Most people I know see suffering in other people, empathize with it, and want to be part of the solution. So they talk to people in the situations like above. They try to identify a problem, and then bring work (and maybe money) to bear to “fix the problem”. The trouble is that some of these situations aren’t problems to be fixed; rather they are situations to be managed. When we relate to other people in bad situations, we also can sometimes unwittingly take on anxiety from their situation. Empathy combined with poor personal boundaries creates a “spill-over” of anxiety, which motivates us to look for solutions.

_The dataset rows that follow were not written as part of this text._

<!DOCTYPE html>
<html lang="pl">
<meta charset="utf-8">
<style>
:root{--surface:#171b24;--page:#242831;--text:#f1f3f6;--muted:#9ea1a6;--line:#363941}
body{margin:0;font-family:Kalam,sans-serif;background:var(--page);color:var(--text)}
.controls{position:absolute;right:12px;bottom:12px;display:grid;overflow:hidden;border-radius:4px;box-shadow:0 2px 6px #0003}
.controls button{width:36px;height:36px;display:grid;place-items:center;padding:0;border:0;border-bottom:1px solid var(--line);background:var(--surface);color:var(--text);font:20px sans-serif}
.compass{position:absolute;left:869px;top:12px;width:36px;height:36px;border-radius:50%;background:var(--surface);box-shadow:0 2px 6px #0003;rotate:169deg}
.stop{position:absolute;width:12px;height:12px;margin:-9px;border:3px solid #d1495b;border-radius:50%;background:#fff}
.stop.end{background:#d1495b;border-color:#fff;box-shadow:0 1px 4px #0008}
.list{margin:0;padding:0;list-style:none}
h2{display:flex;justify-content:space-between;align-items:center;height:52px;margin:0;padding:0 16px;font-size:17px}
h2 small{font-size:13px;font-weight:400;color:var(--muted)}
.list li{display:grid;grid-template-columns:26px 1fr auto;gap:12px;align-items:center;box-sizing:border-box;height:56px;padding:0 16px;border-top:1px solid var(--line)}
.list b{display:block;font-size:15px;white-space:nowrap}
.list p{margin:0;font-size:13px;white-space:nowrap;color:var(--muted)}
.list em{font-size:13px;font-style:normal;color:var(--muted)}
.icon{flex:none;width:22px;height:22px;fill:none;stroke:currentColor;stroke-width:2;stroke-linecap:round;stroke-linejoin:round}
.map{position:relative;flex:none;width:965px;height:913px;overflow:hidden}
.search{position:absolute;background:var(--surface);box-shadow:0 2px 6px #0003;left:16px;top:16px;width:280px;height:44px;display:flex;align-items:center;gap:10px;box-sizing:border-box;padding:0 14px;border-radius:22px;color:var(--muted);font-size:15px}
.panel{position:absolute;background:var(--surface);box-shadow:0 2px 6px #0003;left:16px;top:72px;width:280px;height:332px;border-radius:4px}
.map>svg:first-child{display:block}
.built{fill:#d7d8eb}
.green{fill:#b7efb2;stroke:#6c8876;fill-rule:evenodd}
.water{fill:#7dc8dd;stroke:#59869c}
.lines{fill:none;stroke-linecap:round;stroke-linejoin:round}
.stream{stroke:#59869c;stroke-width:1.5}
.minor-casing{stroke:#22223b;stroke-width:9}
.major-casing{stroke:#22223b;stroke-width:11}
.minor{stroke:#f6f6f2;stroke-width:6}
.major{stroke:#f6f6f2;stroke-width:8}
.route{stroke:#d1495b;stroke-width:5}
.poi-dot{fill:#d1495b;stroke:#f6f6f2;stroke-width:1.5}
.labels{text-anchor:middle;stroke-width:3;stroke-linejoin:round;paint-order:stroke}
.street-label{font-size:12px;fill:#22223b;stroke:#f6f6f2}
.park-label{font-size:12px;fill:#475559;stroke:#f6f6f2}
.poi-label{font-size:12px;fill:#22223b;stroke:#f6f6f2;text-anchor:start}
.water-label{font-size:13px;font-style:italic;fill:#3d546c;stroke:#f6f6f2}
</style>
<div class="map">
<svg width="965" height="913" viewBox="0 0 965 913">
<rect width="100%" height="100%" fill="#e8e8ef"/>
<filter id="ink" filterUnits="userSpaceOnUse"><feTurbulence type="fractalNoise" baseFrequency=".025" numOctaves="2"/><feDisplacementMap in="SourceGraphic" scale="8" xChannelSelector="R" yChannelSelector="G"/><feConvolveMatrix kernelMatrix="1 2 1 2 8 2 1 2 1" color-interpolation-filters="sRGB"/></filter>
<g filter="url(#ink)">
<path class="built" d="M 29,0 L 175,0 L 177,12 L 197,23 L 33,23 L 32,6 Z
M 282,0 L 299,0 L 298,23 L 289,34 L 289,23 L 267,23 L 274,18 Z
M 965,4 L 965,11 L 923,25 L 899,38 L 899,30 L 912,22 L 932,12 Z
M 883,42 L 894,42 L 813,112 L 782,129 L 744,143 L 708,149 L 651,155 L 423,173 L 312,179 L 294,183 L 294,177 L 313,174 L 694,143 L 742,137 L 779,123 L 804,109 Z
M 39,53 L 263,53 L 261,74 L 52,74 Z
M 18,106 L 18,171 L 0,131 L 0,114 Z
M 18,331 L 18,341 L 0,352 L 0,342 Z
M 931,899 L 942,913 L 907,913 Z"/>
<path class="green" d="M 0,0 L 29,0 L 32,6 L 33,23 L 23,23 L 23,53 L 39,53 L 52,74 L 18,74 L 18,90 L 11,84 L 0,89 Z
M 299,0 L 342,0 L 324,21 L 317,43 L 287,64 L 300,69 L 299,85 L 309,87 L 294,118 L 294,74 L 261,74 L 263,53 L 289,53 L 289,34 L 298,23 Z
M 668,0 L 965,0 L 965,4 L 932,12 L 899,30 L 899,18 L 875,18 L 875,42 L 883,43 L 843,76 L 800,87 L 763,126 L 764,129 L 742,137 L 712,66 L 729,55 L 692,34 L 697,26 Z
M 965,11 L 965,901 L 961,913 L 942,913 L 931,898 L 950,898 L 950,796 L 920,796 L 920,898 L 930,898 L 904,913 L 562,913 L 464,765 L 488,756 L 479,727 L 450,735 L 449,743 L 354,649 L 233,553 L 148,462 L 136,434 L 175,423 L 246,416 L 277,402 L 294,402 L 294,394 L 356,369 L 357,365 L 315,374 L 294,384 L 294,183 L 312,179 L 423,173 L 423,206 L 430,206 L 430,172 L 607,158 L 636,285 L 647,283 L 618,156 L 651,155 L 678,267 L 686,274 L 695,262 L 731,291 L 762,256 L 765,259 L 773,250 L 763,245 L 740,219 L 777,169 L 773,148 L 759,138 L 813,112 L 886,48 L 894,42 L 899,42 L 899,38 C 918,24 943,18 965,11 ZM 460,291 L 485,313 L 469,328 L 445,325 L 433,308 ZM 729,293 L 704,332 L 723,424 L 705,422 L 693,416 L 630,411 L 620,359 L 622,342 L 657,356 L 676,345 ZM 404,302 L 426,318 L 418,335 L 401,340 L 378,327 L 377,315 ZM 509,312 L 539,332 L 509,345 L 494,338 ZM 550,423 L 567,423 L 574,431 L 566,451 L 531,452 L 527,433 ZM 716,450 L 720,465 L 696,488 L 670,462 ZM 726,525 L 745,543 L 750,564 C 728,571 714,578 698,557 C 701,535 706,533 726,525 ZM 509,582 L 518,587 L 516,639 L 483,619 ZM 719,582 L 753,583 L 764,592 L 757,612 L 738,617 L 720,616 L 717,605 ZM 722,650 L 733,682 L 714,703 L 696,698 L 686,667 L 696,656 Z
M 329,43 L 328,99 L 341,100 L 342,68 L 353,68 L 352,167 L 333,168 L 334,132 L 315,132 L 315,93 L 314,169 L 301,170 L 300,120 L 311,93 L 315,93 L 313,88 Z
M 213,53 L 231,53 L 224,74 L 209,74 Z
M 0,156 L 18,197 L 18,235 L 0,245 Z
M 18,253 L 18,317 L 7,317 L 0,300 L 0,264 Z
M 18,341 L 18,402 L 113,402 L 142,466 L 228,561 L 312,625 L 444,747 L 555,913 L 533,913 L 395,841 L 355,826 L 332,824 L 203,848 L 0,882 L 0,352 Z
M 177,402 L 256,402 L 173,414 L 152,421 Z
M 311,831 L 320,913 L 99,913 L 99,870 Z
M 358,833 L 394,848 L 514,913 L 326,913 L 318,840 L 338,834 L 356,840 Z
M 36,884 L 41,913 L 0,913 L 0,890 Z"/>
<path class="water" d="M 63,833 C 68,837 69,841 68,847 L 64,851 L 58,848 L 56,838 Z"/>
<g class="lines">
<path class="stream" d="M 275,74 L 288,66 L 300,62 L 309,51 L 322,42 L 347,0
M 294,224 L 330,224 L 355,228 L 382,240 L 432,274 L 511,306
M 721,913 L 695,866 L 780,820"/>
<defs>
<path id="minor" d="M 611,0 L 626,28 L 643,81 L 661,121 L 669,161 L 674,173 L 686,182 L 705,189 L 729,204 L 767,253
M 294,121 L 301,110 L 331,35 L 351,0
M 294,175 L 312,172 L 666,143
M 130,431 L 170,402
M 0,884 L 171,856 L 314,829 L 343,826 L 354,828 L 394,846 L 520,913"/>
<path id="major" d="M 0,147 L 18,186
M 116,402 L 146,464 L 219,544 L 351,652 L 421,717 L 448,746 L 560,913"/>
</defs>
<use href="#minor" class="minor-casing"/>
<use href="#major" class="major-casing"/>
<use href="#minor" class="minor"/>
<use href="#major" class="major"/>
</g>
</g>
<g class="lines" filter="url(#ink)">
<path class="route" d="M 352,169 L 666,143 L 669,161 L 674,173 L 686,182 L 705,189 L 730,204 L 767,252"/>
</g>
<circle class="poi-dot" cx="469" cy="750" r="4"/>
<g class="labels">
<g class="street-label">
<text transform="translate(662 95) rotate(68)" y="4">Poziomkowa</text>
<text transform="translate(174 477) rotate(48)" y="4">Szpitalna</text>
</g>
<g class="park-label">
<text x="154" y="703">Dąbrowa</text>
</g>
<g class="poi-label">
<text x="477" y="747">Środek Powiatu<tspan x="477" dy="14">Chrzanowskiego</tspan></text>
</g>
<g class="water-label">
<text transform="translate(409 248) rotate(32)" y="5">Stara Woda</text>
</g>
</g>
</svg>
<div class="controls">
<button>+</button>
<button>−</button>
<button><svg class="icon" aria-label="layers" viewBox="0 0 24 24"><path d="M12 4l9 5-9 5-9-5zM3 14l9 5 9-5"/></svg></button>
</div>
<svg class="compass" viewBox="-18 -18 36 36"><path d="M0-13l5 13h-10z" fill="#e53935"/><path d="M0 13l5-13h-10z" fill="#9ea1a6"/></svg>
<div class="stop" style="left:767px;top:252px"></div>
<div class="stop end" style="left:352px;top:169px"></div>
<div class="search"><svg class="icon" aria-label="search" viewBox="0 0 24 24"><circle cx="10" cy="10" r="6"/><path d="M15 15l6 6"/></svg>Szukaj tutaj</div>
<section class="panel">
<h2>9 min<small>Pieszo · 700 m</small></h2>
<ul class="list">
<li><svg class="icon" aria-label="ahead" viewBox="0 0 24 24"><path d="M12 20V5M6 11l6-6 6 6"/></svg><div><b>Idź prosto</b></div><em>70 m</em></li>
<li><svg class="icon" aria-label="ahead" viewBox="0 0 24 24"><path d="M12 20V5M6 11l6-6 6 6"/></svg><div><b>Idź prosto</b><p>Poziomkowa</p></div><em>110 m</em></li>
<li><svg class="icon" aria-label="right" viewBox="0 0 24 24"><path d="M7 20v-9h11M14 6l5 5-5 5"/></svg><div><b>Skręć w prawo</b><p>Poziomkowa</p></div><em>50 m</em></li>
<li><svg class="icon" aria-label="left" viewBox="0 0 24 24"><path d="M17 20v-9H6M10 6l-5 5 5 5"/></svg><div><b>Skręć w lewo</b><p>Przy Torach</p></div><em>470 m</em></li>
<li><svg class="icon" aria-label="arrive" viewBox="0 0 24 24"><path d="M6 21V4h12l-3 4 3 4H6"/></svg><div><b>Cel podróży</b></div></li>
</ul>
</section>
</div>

Frequently, this fix-it mentality won’t work, because these situations are complex; if it were so simple, perhaps the person would have already solved it themselves, or asked you for help with the fix (or money) if they knew there was one. People in really bad situations may feel helpless; and “fixers” who jump in with solutions and want to take the reins on the “problem” may further back-seat them in their own lives.

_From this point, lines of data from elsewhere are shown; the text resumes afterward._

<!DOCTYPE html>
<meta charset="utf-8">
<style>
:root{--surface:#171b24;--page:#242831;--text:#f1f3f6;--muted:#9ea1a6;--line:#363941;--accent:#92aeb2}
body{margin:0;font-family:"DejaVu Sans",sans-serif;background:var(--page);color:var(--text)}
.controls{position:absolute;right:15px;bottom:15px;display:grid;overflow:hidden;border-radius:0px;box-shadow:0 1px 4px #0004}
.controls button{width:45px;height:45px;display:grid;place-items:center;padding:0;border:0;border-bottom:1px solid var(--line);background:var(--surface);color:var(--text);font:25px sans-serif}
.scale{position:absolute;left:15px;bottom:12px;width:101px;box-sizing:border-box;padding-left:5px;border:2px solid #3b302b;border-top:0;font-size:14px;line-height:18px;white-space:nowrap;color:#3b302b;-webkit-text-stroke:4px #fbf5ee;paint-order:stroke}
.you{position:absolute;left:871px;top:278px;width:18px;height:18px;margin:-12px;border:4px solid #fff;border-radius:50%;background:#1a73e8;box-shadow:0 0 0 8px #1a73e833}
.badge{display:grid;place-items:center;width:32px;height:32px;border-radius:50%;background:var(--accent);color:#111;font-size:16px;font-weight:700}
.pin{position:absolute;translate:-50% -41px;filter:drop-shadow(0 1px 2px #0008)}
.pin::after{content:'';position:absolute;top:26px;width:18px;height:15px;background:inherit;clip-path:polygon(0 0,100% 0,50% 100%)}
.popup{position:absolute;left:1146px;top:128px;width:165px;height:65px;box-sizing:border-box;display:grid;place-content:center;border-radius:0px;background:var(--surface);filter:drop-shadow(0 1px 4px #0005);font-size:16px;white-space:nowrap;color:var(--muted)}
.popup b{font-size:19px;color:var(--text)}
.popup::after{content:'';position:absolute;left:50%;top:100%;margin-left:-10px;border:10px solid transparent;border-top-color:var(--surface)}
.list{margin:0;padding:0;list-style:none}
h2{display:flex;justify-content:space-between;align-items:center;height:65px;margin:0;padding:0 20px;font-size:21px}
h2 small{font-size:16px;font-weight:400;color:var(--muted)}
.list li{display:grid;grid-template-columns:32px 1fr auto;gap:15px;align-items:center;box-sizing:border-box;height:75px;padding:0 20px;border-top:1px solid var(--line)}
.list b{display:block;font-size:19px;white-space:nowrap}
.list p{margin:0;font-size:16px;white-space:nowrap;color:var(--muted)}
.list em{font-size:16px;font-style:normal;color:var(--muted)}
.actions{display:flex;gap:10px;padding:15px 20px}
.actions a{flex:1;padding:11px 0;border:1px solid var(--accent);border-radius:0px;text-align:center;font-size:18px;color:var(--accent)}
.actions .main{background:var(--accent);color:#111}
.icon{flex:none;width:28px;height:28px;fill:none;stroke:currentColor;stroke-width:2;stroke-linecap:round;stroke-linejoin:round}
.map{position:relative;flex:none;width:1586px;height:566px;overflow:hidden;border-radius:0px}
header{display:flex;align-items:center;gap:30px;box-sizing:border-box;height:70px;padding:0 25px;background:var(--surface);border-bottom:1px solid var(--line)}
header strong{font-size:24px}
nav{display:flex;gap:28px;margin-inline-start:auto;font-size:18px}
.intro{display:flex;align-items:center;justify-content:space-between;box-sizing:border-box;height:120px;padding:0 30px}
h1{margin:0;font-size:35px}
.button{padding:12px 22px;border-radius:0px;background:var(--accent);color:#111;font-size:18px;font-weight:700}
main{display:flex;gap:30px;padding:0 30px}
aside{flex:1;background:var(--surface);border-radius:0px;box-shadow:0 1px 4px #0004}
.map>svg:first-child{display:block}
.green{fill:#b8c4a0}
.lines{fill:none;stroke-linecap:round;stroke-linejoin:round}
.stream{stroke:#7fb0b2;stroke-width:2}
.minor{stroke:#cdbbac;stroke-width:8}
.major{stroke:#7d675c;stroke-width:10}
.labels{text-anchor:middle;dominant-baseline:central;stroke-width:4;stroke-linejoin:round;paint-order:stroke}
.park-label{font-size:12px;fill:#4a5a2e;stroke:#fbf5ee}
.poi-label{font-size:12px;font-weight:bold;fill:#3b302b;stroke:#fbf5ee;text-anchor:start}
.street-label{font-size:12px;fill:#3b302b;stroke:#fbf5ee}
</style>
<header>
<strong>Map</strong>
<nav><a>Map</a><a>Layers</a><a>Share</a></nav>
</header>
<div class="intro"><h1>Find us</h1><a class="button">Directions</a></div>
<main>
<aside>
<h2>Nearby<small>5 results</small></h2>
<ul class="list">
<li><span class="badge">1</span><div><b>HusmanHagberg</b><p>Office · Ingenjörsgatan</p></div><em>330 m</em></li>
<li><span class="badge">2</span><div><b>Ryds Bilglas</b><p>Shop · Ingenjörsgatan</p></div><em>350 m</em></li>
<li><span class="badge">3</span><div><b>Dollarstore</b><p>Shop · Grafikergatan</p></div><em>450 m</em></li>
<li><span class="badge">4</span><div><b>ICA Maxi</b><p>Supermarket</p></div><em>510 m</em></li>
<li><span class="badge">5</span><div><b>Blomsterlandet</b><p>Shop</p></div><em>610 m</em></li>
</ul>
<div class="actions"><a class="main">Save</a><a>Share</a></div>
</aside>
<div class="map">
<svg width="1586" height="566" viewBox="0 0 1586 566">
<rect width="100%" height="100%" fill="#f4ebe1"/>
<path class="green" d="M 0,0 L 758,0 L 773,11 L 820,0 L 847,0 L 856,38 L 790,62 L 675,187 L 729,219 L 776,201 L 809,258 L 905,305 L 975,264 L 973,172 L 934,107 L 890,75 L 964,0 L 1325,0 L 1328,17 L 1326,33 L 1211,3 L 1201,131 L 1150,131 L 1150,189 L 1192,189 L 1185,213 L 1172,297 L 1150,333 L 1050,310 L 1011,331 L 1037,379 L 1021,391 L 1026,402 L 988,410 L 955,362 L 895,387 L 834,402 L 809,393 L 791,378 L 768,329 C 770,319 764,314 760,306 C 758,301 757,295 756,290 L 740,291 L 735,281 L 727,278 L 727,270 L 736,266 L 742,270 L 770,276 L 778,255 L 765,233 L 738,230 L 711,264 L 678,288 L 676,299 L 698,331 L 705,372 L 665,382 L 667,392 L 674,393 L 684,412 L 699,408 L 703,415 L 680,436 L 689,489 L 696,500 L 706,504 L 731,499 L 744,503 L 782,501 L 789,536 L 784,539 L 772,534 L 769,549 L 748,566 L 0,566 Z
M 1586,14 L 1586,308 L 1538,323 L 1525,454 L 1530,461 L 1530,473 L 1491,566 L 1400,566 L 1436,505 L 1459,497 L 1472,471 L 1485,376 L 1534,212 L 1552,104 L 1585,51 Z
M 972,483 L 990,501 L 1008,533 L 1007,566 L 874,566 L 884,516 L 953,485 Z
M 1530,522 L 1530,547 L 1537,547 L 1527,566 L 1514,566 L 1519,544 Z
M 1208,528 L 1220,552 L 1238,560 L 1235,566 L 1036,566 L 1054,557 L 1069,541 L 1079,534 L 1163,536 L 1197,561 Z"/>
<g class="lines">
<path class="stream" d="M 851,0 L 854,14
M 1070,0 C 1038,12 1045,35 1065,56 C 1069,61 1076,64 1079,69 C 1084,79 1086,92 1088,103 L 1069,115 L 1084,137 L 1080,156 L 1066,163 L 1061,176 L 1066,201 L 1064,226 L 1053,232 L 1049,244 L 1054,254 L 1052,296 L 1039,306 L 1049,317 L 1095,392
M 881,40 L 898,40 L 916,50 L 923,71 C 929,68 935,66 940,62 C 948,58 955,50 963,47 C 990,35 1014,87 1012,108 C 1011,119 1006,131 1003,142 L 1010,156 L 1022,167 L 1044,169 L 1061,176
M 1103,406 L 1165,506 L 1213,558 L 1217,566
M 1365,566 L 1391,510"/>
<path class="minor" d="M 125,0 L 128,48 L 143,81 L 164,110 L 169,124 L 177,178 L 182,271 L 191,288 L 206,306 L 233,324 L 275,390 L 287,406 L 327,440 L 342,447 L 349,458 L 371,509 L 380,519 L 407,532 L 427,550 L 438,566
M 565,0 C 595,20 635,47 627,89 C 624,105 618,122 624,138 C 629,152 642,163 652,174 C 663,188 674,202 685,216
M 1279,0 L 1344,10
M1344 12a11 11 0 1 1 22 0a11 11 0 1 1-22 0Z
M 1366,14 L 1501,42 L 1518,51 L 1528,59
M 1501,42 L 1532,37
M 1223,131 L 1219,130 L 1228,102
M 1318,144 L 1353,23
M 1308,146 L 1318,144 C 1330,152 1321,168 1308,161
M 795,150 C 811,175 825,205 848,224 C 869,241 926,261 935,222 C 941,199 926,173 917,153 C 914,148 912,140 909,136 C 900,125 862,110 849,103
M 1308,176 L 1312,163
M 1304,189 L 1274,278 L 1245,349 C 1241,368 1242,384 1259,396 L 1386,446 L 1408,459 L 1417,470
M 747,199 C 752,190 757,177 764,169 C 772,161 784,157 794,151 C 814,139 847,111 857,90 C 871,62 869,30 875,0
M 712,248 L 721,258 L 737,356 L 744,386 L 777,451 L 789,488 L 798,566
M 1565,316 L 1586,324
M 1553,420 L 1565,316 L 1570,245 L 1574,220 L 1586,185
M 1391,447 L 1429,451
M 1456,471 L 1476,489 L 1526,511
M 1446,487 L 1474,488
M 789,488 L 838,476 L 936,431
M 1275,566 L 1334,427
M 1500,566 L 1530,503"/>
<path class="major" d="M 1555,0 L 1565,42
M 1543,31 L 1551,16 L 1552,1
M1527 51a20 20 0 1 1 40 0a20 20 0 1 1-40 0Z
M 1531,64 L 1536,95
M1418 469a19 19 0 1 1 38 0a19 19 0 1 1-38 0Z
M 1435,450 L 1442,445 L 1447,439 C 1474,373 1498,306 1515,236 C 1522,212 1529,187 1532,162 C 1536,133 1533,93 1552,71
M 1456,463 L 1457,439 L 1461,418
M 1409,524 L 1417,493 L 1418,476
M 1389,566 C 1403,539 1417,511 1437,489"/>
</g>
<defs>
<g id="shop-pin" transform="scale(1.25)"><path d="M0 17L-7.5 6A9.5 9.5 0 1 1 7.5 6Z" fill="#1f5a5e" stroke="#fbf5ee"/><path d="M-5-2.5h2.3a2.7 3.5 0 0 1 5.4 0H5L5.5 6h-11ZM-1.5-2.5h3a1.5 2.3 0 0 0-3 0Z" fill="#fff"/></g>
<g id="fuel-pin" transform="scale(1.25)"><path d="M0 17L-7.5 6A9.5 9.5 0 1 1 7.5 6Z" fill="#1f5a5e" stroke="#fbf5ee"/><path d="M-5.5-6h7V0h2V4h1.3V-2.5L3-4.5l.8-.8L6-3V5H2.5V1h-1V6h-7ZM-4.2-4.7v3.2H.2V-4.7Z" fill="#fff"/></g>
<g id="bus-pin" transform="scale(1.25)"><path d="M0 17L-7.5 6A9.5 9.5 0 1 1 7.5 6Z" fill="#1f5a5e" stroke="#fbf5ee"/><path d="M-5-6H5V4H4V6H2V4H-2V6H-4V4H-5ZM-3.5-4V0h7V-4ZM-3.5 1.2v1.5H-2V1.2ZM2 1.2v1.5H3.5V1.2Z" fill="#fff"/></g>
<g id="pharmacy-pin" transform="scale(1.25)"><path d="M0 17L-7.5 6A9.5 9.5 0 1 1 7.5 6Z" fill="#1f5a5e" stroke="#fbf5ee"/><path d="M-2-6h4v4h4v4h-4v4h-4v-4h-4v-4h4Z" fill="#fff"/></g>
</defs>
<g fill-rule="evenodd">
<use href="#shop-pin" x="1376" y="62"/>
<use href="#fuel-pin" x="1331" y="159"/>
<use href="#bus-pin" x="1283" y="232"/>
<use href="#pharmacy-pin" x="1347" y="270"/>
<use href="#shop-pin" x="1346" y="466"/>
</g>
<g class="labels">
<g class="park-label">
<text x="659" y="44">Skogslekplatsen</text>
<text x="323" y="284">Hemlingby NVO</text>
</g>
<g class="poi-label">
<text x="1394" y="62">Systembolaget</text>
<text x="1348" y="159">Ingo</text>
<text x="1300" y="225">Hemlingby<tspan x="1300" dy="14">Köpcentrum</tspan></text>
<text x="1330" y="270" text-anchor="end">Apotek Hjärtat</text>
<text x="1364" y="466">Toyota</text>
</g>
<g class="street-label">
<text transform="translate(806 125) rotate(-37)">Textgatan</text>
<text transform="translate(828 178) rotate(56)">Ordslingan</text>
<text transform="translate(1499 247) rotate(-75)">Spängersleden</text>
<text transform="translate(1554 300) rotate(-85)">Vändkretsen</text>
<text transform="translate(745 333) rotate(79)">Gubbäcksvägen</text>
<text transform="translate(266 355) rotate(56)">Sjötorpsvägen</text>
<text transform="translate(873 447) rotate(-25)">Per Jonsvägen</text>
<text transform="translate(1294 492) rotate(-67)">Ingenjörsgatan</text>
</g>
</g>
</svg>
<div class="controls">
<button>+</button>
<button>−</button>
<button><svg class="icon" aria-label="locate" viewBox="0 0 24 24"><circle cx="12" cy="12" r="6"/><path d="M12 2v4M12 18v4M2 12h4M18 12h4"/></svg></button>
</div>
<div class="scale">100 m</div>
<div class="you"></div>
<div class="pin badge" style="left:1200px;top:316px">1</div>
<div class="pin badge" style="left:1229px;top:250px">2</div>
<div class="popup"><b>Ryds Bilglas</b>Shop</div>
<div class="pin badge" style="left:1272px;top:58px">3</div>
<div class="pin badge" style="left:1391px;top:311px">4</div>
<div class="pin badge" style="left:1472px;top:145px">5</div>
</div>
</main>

If you went to a psychotherapist to discuss one of these big life problems, they wouldn’t fix it for you. The way they’d attempt to support you is through the process of active listening, which is a process of talking to a conversational partner that stays engaged in a positive way, avoiding judgment or advice. Active listeners don’t give their partners a lot of information; they mostly just listen, prompt, and keep the other person “feeling heard”, by paraphrasing what was said.
To get out of sticky life situations, the person with the problem will have to do most of the work. Active listening helps you gain their trust, and understand their situation. It is not critical listening; your purpose is not to evaluate the message.
Is this Helping?
Many people will resist this idea that you could help a person just by listening. After all, just listening and paraphrasing back what they say isn’t changing anything about the world, right?
Well, it helps change that person’s mind, and that person’s mind can change the world. The key insight with some of the tougher life problems is that you cannot solve their problem anyway – because again – many of these are not problems to be solved, they are situations to be managed. If a spouse’s infidelity is like an area of pain that the brother has to navigate for himself, he doesn’t need the pain to be taken away, he needs to become a more skillful navigator of that area. Thinking out loud helps. Being understood by others helps. Having control and agency over his own life helps.
This is what it means to be there for someone. To listen and accept, openly and non-judgmentally. This is already to help, aid, and assist.